In which Kathryn attempts to sing a different song everyday from the Unitarian Universalist hymnal, 'Singing the Living Tradition'. Earlier posts are based on songs from the Reader's Digest songbooks she found at yard sales as a child, including: 'Reader's Digest Treasury of Best Loved Songs', 'Reader's Digest Family Songbook', and 'Reader's Digest Family Songbook of Faith and Joy'. Bonus Folk song material from: 'Folk Song USA', by John and Alan Lomax.

24 April 2006

"For Me And My Gal"

Today we start a new section, 'Golden Favorites: Old-Time Fun and Harmony'. I'm thinking that means something important, somehow. This song was featured in Gene Kelly's first movie, and that's important here since he was a home-town boy. Pittsburgh still has movies filmed here, with our varied landscape we can fake a lot of different places, and the cost of living is not high. This song: so-so. I wouldn't throw it out, I wouldn't seek it out.

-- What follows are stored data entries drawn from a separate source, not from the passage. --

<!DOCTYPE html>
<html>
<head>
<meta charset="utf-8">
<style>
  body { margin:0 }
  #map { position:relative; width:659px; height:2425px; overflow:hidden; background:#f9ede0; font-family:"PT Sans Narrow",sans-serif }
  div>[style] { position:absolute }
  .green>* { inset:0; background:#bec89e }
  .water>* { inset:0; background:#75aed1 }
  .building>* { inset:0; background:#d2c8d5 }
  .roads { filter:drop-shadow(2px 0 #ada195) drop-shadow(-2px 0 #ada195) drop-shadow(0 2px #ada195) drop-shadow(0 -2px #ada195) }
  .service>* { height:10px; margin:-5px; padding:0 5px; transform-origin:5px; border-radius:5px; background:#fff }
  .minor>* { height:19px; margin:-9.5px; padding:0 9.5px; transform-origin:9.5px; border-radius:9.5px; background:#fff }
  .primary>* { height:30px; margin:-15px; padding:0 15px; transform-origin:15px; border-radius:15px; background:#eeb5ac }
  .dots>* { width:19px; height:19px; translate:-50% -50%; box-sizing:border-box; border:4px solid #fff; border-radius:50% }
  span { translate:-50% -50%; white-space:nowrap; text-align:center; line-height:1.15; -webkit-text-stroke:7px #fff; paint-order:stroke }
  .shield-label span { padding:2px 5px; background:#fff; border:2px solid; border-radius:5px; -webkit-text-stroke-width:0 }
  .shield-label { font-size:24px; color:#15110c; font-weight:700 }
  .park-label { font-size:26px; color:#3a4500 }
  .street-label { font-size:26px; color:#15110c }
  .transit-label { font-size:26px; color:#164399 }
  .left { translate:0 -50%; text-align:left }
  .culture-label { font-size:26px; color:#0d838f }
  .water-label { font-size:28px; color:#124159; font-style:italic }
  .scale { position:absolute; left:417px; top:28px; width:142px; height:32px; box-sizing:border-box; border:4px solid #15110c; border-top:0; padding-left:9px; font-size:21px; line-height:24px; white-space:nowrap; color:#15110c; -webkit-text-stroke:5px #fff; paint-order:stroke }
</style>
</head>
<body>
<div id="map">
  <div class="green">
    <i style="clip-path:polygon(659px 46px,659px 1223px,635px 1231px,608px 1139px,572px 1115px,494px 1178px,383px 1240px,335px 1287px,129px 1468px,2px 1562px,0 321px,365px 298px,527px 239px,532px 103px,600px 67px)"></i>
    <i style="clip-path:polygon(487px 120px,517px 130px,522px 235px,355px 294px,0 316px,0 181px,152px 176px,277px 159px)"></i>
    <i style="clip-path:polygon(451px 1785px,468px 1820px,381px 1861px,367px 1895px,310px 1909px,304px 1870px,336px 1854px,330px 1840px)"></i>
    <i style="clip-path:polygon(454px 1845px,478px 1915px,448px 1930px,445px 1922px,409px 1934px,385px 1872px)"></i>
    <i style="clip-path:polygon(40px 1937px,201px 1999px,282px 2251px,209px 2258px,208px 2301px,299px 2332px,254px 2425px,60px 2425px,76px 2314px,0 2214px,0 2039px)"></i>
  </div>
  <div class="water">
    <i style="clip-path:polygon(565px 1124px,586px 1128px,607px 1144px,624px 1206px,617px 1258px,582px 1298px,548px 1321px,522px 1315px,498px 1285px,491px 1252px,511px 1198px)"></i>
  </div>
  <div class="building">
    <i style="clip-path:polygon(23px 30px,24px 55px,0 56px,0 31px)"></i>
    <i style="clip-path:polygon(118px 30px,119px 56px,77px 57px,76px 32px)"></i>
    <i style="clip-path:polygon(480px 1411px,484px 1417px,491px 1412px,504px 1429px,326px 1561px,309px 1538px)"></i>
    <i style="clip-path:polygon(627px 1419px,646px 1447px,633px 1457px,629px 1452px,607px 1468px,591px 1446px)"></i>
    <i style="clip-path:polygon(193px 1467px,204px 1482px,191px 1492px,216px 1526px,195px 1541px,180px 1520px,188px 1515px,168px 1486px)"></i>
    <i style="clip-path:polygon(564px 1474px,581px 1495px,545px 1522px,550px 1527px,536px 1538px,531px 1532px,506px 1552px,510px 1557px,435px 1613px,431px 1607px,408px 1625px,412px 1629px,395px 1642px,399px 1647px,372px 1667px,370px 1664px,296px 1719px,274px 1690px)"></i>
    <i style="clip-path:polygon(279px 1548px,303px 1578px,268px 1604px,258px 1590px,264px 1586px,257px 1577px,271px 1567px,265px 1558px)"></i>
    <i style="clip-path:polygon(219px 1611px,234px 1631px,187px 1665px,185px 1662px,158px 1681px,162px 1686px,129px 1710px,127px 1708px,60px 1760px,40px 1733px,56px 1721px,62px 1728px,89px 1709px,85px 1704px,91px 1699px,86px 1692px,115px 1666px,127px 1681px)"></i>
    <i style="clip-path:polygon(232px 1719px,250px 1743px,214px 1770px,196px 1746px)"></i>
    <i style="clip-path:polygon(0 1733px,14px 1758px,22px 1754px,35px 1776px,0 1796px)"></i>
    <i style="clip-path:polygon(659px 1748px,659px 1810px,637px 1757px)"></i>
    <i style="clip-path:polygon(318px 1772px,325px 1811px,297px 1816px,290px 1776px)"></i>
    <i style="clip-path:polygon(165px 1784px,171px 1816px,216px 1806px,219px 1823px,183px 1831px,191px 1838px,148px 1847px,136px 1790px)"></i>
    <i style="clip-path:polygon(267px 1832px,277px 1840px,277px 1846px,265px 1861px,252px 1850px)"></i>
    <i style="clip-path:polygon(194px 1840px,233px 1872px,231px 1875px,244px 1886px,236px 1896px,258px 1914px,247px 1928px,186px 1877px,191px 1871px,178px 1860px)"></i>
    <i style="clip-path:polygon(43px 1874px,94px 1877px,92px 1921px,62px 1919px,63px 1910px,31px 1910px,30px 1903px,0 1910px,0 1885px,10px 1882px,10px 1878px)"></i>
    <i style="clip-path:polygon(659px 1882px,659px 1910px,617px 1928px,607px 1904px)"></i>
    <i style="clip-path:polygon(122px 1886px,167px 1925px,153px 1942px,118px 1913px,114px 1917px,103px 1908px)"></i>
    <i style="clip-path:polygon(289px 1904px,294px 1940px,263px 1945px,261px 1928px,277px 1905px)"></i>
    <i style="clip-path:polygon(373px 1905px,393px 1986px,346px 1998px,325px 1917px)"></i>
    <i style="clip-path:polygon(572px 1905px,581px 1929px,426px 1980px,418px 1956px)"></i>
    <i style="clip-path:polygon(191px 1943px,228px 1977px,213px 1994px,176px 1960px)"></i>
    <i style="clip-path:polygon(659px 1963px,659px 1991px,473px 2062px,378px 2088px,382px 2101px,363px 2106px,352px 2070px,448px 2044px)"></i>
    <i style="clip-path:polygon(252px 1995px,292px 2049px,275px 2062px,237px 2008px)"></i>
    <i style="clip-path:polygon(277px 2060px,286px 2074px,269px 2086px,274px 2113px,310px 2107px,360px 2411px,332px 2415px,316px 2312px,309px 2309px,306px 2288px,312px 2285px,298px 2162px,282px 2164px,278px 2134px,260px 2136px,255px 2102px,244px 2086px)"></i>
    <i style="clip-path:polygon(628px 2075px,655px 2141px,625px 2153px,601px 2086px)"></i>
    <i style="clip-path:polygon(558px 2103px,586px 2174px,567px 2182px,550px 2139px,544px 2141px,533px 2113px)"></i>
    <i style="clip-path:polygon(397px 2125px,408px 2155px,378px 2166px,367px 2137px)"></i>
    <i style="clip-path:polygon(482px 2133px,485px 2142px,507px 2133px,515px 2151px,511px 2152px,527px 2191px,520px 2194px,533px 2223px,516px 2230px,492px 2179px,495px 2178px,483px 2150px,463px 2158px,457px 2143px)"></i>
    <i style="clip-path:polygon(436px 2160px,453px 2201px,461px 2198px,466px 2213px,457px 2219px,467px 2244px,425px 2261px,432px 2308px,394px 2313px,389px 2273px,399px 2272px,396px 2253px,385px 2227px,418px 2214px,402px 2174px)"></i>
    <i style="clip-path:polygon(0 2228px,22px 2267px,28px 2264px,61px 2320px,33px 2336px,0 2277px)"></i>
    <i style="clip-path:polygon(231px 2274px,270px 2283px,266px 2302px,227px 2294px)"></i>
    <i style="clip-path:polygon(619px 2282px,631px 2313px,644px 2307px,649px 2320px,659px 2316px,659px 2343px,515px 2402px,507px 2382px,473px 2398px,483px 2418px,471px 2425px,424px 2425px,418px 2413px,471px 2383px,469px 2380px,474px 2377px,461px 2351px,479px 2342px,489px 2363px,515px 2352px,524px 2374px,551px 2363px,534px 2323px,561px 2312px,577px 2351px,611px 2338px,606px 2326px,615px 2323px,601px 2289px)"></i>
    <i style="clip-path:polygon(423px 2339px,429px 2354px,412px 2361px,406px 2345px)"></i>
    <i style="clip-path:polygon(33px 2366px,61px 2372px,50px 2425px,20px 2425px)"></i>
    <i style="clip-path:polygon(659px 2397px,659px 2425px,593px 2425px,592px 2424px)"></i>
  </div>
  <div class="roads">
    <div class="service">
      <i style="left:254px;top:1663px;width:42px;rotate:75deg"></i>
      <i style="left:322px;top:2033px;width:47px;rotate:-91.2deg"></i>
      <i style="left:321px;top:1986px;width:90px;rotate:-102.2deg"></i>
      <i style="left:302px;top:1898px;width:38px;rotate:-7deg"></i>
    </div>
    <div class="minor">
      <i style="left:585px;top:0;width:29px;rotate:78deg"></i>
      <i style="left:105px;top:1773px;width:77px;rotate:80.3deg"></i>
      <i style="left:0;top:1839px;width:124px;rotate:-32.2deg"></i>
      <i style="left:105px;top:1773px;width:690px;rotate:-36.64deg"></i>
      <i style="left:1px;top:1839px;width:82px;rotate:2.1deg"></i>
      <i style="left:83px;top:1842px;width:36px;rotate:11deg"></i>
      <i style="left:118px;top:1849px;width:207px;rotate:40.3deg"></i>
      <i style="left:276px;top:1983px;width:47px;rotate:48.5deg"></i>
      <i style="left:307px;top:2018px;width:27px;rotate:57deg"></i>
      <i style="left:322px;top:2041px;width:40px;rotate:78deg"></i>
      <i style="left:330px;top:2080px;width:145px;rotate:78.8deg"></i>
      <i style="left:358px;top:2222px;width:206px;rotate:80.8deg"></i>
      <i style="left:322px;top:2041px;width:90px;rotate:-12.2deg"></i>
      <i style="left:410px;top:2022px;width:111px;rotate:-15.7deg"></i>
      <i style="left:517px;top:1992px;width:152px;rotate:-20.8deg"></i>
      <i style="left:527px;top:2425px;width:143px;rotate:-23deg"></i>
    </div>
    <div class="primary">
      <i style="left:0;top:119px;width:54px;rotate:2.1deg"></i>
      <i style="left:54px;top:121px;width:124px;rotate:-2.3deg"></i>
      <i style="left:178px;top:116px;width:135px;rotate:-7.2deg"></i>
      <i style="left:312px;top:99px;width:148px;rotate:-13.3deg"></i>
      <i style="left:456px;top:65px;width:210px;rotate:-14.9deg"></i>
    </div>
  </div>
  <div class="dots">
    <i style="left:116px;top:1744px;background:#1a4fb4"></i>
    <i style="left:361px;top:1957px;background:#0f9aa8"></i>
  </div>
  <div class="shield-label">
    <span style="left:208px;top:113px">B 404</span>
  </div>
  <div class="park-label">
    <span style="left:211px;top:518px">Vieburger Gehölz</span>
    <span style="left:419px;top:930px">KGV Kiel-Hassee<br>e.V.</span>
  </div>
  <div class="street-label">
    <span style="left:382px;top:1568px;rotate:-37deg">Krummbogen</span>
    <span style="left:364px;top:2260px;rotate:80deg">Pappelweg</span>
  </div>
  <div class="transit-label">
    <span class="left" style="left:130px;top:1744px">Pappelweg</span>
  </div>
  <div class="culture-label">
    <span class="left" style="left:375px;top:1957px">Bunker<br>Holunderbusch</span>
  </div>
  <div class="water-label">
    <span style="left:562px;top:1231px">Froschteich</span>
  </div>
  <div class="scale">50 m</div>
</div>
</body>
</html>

It is true that I've never been so interested in gals, and there was a time in my youth, and not-so-youth, that I thought that I absolutely should be attracted to both sexes. Some of my very best friends are bi-sexual, after all. But I never could be interested in women other than as good friends. That's all because men are so absolutely interesting to me. A little too interesting, perhaps, during my first marriage. I can never quite forgive myself for that, for what I did. But my first husband forgave me, in the end, and that did help. I've never been really tempted with the current model, he's kept me on a bit of a short lease, in a way, without being at all possessive, and that has been a winning combination. Although I've promised him that I wouldn't write here about him directly, I can write from my own point of view in a more limited way. He doesn't read my blog very often either, I try not to mind that.

It does get me thinking about point-of-view in a more general sense: how it limits us, and frees us, to experience the world in a unique way. And how it doesn't matter so much, in the end. There is just entirely too much information to take it, too many points of view articulated too clearly. Too much information, indeed.